Example embodiments are described herein with reference to block diagrams and/or flowchart illustrations of computer-implemented methods, apparatus (systems and/or devices) and/or computer program products. It is understood that a block of the block diagrams and/or flowchart illustrations, and combinations of blocks in the block diagrams and/or flowchart illustrations, can be implemented by computer program instructions that are performed by one or more computer circuits. These computer program instructions may be provided to a processor circuit of a general purpose computer circuit, special purpose computer circuit, and/or other programmable data processing circuit to produce a machine, such that the instructions, which execute via the processor of the computer and/or other programmable data processing apparatus, transform and control transistors, values stored in memory locations, and other hardware components within such circuitry to implement the functions/acts specified in the block diagrams and/or flowchart block or blocks, and thereby create means (functionality) and/or structure for implementing the functions/acts specified in the block diagrams and/or flowchart block(s).

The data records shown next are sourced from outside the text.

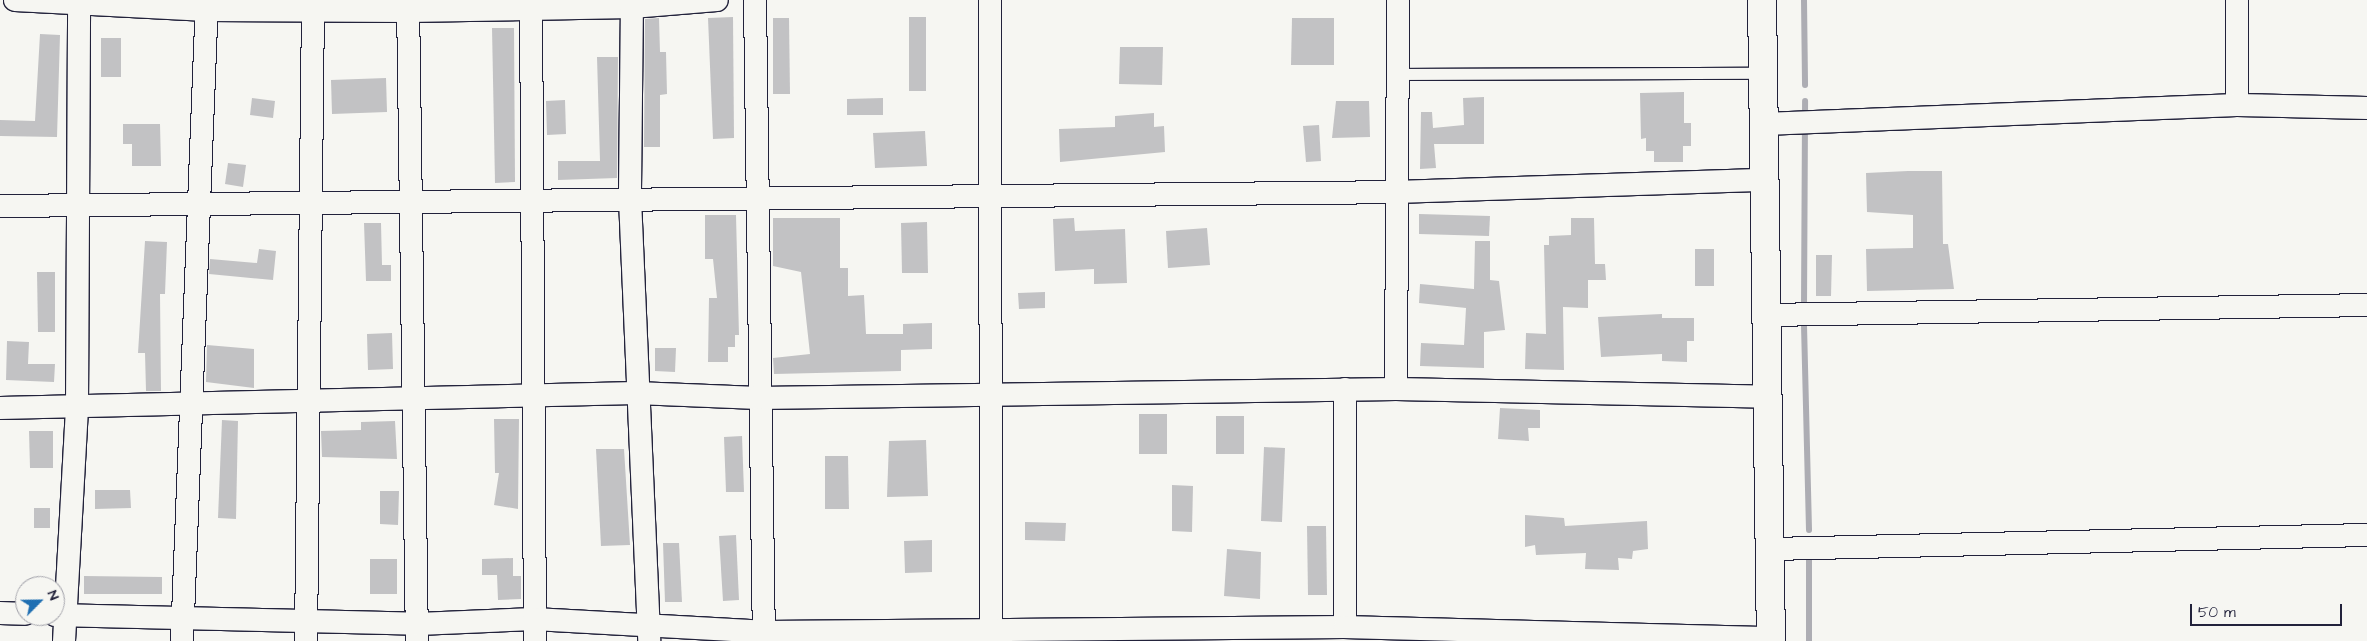 <!DOCTYPE html>
<style>
body{margin:0}
#map{position:relative;width:2367px;height:641px;overflow:hidden;background:#f6f6f2;font-family:"Architects Daughter",sans-serif}
div>[style]{position:absolute}
[style*='--x']{left:calc(var(--x)*1px);top:calc(var(--y)*1px);width:calc(var(--w)*1px);rotate:calc(var(--a)*1deg)}
.stream>*{height:6px;margin:-3px;padding:0 3px;transform-origin:3px;border-radius:3px;background:#adadb3}
.building>*{inset:0;background:#c2c2c4}
.roads{filter:drop-shadow(1px 0 #22223b) drop-shadow(-1px 0 #22223b) drop-shadow(0 1px #22223b) drop-shadow(0 -1px #22223b)}
.lane>*{height:11px;margin:-5.5px;padding:0 5.5px;transform-origin:5.5px;border-radius:5.5px;background:#f6f6f2}
.street>*{height:22px;margin:-11px;padding:0 11px;transform-origin:11px;border-radius:11px;background:#f6f6f2}
.secondary>*{height:28px;margin:-14px;padding:0 14px;transform-origin:14px;border-radius:14px;background:#f6f6f2}
span{translate:-50% -50%;white-space:nowrap;text-align:center;line-height:1.15;-webkit-text-stroke:4.5px #f6f6f2;paint-order:stroke}
.north{position:absolute;left:15px;top:576px;width:50px;height:50px;box-sizing:border-box;background:#f6f6f2;border:1px solid #a1a1a9;border-radius:50%;rotate:67deg;font-size:14px;font-weight:700;line-height:20px;text-align:center;color:#22223b}
.north::after{content:'';display:block;margin:auto;width:18px;height:22px;background:#1f6fb2;clip-path:polygon(50% 0,100% 100%,50% 72%,0 100%)}
.scale{position:absolute;left:2190px;top:604px;width:152px;height:22px;box-sizing:border-box;border:2px solid #22223b;border-top:0;padding-left:6px;font-size:15px;line-height:18px;white-space:nowrap;color:#22223b;-webkit-text-stroke:4px #f6f6f2;paint-order:stroke}
</style>
<div id="map">
<div class="stream">
<i style="--x:1804;--y:0;--w:85;--a:89.3"></i>
<i style="--x:1804;--y:307;--w:206;--a:-89.7"></i>
<i style="--x:1804;--y:325;--w:205;--a:88.6"></i>
<i style="--x:1809;--y:557;--w:84;--a:90"></i>
</div>
<div class="building">
<i style="clip-path:polygon(733px 17px,734px 138px,713px 139px,708px 18px)"></i>
<i style="clip-path:polygon(909px 17px,926px 17px,926px 91px,909px 91px)"></i>
<i style="clip-path:polygon(659px 18px,660px 52px,666px 52px,667px 94px,660px 95px,660px 147px,644px 147px,645px 19px)"></i>
<i style="clip-path:polygon(773px 18px,789px 18px,790px 94px,773px 94px)"></i>
<i style="clip-path:polygon(1292px 18px,1334px 18px,1334px 65px,1291px 65px)"></i>
<i style="clip-path:polygon(492px 28px,514px 28px,515px 182px,495px 183px)"></i>
<i style="clip-path:polygon(40px 34px,60px 35px,57px 137px,0 136px,0 120px,35px 121px)"></i>
<i style="clip-path:polygon(101px 38px,121px 38px,121px 77px,101px 77px)"></i>
<i style="clip-path:polygon(1120px 47px,1163px 47px,1162px 85px,1119px 84px)"></i>
<i style="clip-path:polygon(597px 57px,618px 57px,617px 178px,558px 180px,558px 161px,600px 161px)"></i>
<i style="clip-path:polygon(386px 78px,387px 112px,332px 114px,331px 80px)"></i>
<i style="clip-path:polygon(1684px 92px,1684px 123px,1691px 123px,1691px 146px,1683px 146px,1683px 162px,1654px 162px,1654px 151px,1646px 151px,1646px 138px,1641px 139px,1640px 93px)"></i>
<i style="clip-path:polygon(1484px 97px,1484px 144px,1434px 144px,1436px 168px,1420px 169px,1421px 112px,1432px 112px,1433px 128px,1464px 125px,1463px 98px)"></i>
<i style="clip-path:polygon(252px 98px,275px 101px,273px 118px,250px 115px)"></i>
<i style="clip-path:polygon(883px 98px,883px 115px,847px 115px,847px 99px)"></i>
<i style="clip-path:polygon(565px 100px,566px 134px,547px 135px,546px 101px)"></i>
<i style="clip-path:polygon(1336px 101px,1369px 101px,1370px 137px,1332px 138px)"></i>
<i style="clip-path:polygon(1154px 113px,1154px 127px,1164px 126px,1165px 152px,1060px 162px,1059px 129px,1115px 127px,1115px 116px)"></i>
<i style="clip-path:polygon(123px 124px,160px 124px,161px 166px,132px 166px,132px 144px,123px 144px)"></i>
<i style="clip-path:polygon(1319px 125px,1321px 161px,1306px 162px,1303px 126px)"></i>
<i style="clip-path:polygon(925px 131px,927px 166px,875px 168px,873px 133px)"></i>
<i style="clip-path:polygon(228px 163px,246px 165px,243px 187px,225px 184px)"></i>
<i style="clip-path:polygon(1908px 171px,1942px 171px,1943px 244px,1948px 244px,1954px 289px,1867px 291px,1866px 249px,1913px 248px,1913px 215px,1867px 212px,1866px 173px)"></i>
<i style="clip-path:polygon(1419px 214px,1490px 216px,1489px 236px,1419px 234px)"></i>
<i style="clip-path:polygon(705px 215px,736px 215px,739px 335px,735px 335px,735px 347px,728px 347px,728px 362px,708px 362px,709px 298px,717px 298px,713px 259px,705px 259px)"></i>
<i style="clip-path:polygon(773px 218px,840px 218px,840px 268px,848px 268px,848px 296px,864px 295px,866px 334px,903px 334px,903px 324px,932px 323px,932px 349px,901px 350px,901px 371px,774px 374px,773px 358px,810px 354px,801px 272px,773px 266px)"></i>
<i style="clip-path:polygon(1074px 218px,1075px 231px,1125px 229px,1127px 283px,1094px 284px,1094px 269px,1055px 271px,1053px 219px)"></i>
<i style="clip-path:polygon(1571px 218px,1594px 218px,1595px 264px,1605px 264px,1606px 280px,1588px 280px,1588px 308px,1563px 307px,1564px 370px,1525px 369px,1526px 333px,1546px 334px,1544px 245px,1549px 245px,1549px 236px,1571px 235px)"></i>
<i style="clip-path:polygon(927px 222px,928px 273px,902px 273px,901px 223px)"></i>
<i style="clip-path:polygon(364px 223px,381px 223px,382px 265px,391px 265px,391px 281px,366px 281px)"></i>
<i style="clip-path:polygon(1207px 228px,1210px 265px,1168px 268px,1166px 231px)"></i>
<i style="clip-path:polygon(145px 241px,167px 242px,165px 294px,160px 294px,161px 391px,146px 391px,145px 353px,138px 353px)"></i>
<i style="clip-path:polygon(1475px 241px,1490px 241px,1490px 280px,1499px 281px,1505px 330px,1484px 332px,1484px 368px,1420px 366px,1421px 343px,1464px 345px,1466px 308px,1419px 303px,1420px 284px,1474px 289px)"></i>
<i style="clip-path:polygon(259px 249px,276px 251px,273px 280px,209px 274px,210px 259px,257px 263px)"></i>
<i style="clip-path:polygon(1695px 249px,1714px 249px,1714px 286px,1695px 286px)"></i>
<i style="clip-path:polygon(1816px 255px,1832px 255px,1831px 296px,1816px 296px)"></i>
<i style="clip-path:polygon(37px 272px,55px 272px,55px 332px,38px 332px)"></i>
<i style="clip-path:polygon(1045px 292px,1045px 308px,1019px 309px,1018px 293px)"></i>
<i style="clip-path:polygon(1662px 314px,1662px 318px,1694px 318px,1694px 341px,1687px 341px,1687px 362px,1662px 361px,1662px 354px,1601px 357px,1598px 317px)"></i>
<i style="clip-path:polygon(392px 333px,393px 369px,368px 370px,367px 334px)"></i>
<i style="clip-path:polygon(7px 341px,29px 342px,28px 364px,55px 364px,54px 382px,6px 380px)"></i>
<i style="clip-path:polygon(207px 345px,254px 349px,254px 388px,206px 382px)"></i>
<i style="clip-path:polygon(655px 348px,676px 348px,675px 372px,655px 371px)"></i>
<i style="clip-path:polygon(1500px 408px,1540px 410px,1540px 428px,1528px 428px,1529px 441px,1498px 439px)"></i>
<i style="clip-path:polygon(1139px 414px,1167px 414px,1167px 454px,1139px 454px)"></i>
<i style="clip-path:polygon(1216px 416px,1244px 416px,1244px 454px,1216px 454px)"></i>
<i style="clip-path:polygon(494px 419px,519px 419px,518px 509px,494px 505px,499px 473px,495px 473px)"></i>
<i style="clip-path:polygon(222px 420px,238px 421px,236px 519px,218px 518px)"></i>
<i style="clip-path:polygon(395px 421px,397px 459px,322px 457px,321px 431px,361px 430px,361px 422px)"></i>
<i style="clip-path:polygon(29px 431px,53px 431px,53px 468px,30px 468px)"></i>
<i style="clip-path:polygon(742px 436px,744px 492px,726px 492px,724px 437px)"></i>
<i style="clip-path:polygon(926px 440px,928px 496px,887px 497px,889px 441px)"></i>
<i style="clip-path:polygon(1264px 447px,1285px 448px,1282px 522px,1261px 521px)"></i>
<i style="clip-path:polygon(596px 449px,624px 449px,630px 545px,601px 546px)"></i>
<i style="clip-path:polygon(825px 456px,848px 456px,849px 509px,825px 509px)"></i>
<i style="clip-path:polygon(1172px 485px,1193px 486px,1192px 532px,1172px 531px)"></i>
<i style="clip-path:polygon(95px 490px,130px 490px,131px 508px,95px 509px)"></i>
<i style="clip-path:polygon(380px 491px,399px 491px,398px 525px,380px 524px)"></i>
<i style="clip-path:polygon(34px 508px,50px 508px,50px 528px,34px 528px)"></i>
<i style="clip-path:polygon(1525px 515px,1564px 518px,1565px 526px,1647px 521px,1648px 549px,1633px 551px,1632px 559px,1618px 558px,1619px 570px,1585px 569px,1586px 553px,1536px 555px,1535px 545px,1525px 547px)"></i>
<i style="clip-path:polygon(1025px 522px,1066px 523px,1065px 541px,1025px 540px)"></i>
<i style="clip-path:polygon(1307px 526px,1326px 526px,1327px 595px,1308px 595px)"></i>
<i style="clip-path:polygon(736px 535px,739px 600px,723px 601px,719px 536px)"></i>
<i style="clip-path:polygon(932px 540px,932px 572px,905px 573px,904px 541px)"></i>
<i style="clip-path:polygon(663px 543px,679px 543px,682px 602px,665px 602px)"></i>
<i style="clip-path:polygon(1227px 549px,1261px 552px,1260px 599px,1224px 596px)"></i>
<i style="clip-path:polygon(513px 558px,513px 576px,521px 576px,521px 599px,498px 600px,497px 575px,482px 575px,482px 559px)"></i>
<i style="clip-path:polygon(370px 559px,397px 559px,397px 594px,370px 594px)"></i>
<i style="clip-path:polygon(84px 576px,162px 577px,162px 594px,84px 594px)"></i>
</div>
<div class="roads">
<div class="lane">
<i style="--x:1400;--y:74;--w:362;--a:-0.2"></i>
</div>
<div class="street">
<i style="--x:15;--y:0;--w:192;--a:3"></i>
<i style="--x:207;--y:10;--w:201;--a:0.3"></i>
<i style="--x:408;--y:11;--w:224;--a:-1"></i>
<i style="--x:632;--y:7;--w:85;--a:-4.7"></i>
<i style="--x:408;--y:0;--w:641;--a:89.2"></i>
<i style="--x:531;--y:0;--w:641;--a:89.64"></i>
<i style="--x:632;--y:0;--w:199;--a:90.6"></i>
<i style="--x:630;--y:199;--w:442;--a:87.5"></i>
<i style="--x:755;--y:0;--w:641;--a:89.2"></i>
<i style="--x:990;--y:0;--w:641;--a:89.91"></i>
<i style="--x:2237;--y:105;--w:105;--a:-90"></i>
<i style="--x:1764;--y:124;--w:473;--a:-2.3"></i>
<i style="--x:2237;--y:105;--w:130;--a:1.3"></i>
<i style="--x:0;--y:206;--w:1399;--a:-0.57"></i>
<i style="--x:1399;--y:192;--w:363;--a:-1.9"></i>
<i style="--x:1767;--y:315;--w:600;--a:-0.95"></i>
<i style="--x:1345;--y:389;--w:238;--a:90"></i>
<i style="--x:1396;--y:389;--w:389;--a:-89.7"></i>
<i style="--x:0;--y:408;--w:636;--a:-1.35"></i>
<i style="--x:636;--y:393;--w:122;--a:2.3"></i>
<i style="--x:758;--y:398;--w:638;--a:-0.81"></i>
<i style="--x:1396;--y:389;--w:373;--a:1.2"></i>
<i style="--x:1772;--y:549;--w:595;--a:-1.35"></i>
<i style="--x:0;--y:613;--w:25;--a:2"></i>
<i style="--x:55;--y:615;--w:363;--a:1.4"></i>
<i style="--x:418;--y:624;--w:116;--a:-2.5"></i>
<i style="--x:534;--y:619;--w:230;--a:3.2"></i>
<i style="--x:764;--y:632;--w:581;--a:-0.49"></i>
<i style="--x:1345;--y:627;--w:426;--a:1.5"></i>
<i style="--x:64;--y:641;--w:235;--a:-86.8"></i>
<i style="--x:77;--y:406;--w:406;--a:-89.7"></i>
<i style="--x:182;--y:641;--w:641;--a:-87.77"></i>
<i style="--x:306;--y:641;--w:641;--a:-89.37"></i>
</div>
<div class="secondary">
<i style="--x:1762;--y:0;--w:641;--a:89.2"></i>
</div>
</div>
<div class="north">N</div>
<div class="scale">50 m</div>
</div>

These computer program instructions may also be stored in a tangible computer-readable medium that can direct a computer or other programmable data processing apparatus to function in a particular manner, such that the instructions stored in the computer-readable medium produce an article of manufacture including instructions which implement the functions/acts specified in the block diagrams and/or flowchart block or blocks. Accordingly, embodiments of present inventive concepts may be embodied in hardware and/or in software (including firmware, resident software, micro-code, etc.) that runs on a processor such as a digital signal processor, which may collectively be referred to as “circuitry,” “a module” or variants thereof.

It should also be noted that in some alternate implementations, the functions/acts noted in the blocks may occur out of the order noted in the flowcharts. For example, two blocks shown in succession may in fact be executed substantially concurrently or the blocks may sometimes be executed in the reverse order, depending upon the functionality/acts involved. Moreover, the functionality of a given block of the flowcharts and/or block diagrams may be separated into multiple blocks and/or the functionality of two or more blocks of the flowcharts and/or block diagrams may be at least partially integrated. Finally, other blocks may be added/inserted between the blocks that are illustrated, and/or blocks/operations may be omitted without departing from the scope of inventive concepts. Moreover, although some of the diagrams include arrows on communication paths to show a primary direction of communication, it is to be understood that communication may occur in the opposite direction to the depicted arrows.

Many variations and modifications can be made to the embodiments without substantially departing from the principles of the present inventive concepts. All such variations and modifications are intended to be included herein within the scope of present inventive concepts. Accordingly, the above disclosed subject matter is to be considered illustrative, and not restrictive, and the appended examples of embodiments are intended to cover all such modifications, enhancements, and other embodiments, which fall within the spirit and scope of present inventive concepts. Thus, to the maximum extent allowed by law, the scope of present inventive concepts are to be determined by the broadest permissible interpretation of the present disclosure including the following examples of embodiments and their equivalents, and shall not be restricted or limited by the foregoing detailed description.